The vice-chancellor of the University of Gloucestershire, Patricia Broadfoot, is to take early retirement.
Although she is stepping down with immediate effect, passing executive duties to the deputy vice-chancellor, Paul Hartley, she will not retire until 1 August.
She will spend her final term in an “ambassadorial role”.
In a message to staff on 25 March, the vice-chancellor said: “Despite recent problems, the university is now firmly positioned on the road to recovery and I feel it is the right time for me to step down and for a new leader, perhaps with a different set of skills to meet changing times, to take the university forward through the next stage of its development.”
She added: “The university is now well positioned as a leader in innovative, high-quality teaching and learning; in the sustainability agenda; in working with employers and in public engagement.”
Gloucestershire also has “an ambitious new research strategy and a significant number of active new research centres”, she said.
Professor Broadfoot joined the university as vice-chancellor in September 2006. Her departure follows a period of financial difficulty. Last September the university put up for sale its London campus, which had been open for just seven months, following an £8.3 million refurbishment.
The Pittville campus at Cheltenham will also close.
In December, Paul Bowler, who had been drafted in to return the university to financial health, left his post as deputy vice-chancellor after a period of suspension. He had been in post seven months and was said to have publicly blamed Professor Broadfoot and other senior managers for the state of the finances.
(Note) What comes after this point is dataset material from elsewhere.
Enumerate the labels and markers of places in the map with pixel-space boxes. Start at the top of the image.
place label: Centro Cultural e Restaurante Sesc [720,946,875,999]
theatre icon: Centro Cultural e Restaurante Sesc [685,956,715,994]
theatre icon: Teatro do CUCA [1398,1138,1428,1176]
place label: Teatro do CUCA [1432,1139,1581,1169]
He also uncovered a £1.5 million “black hole” in the Faculty of Education, Humanities and Sciences’ accounts.
In its financial statements for 2008-09, released this week, the university shows a £6.3 million deficit and long-term borrowings of £31.5 million on an income of £67.4 million.
The statements say the deficit is a “disappointing result for the year” and blame an £8.9 million increase in net pension liability, increased staff costs and “slower than anticipated return on investment in new activities”. In addition, a voluntary redundancy programme in 2009 cost Gloucester £2.95 million.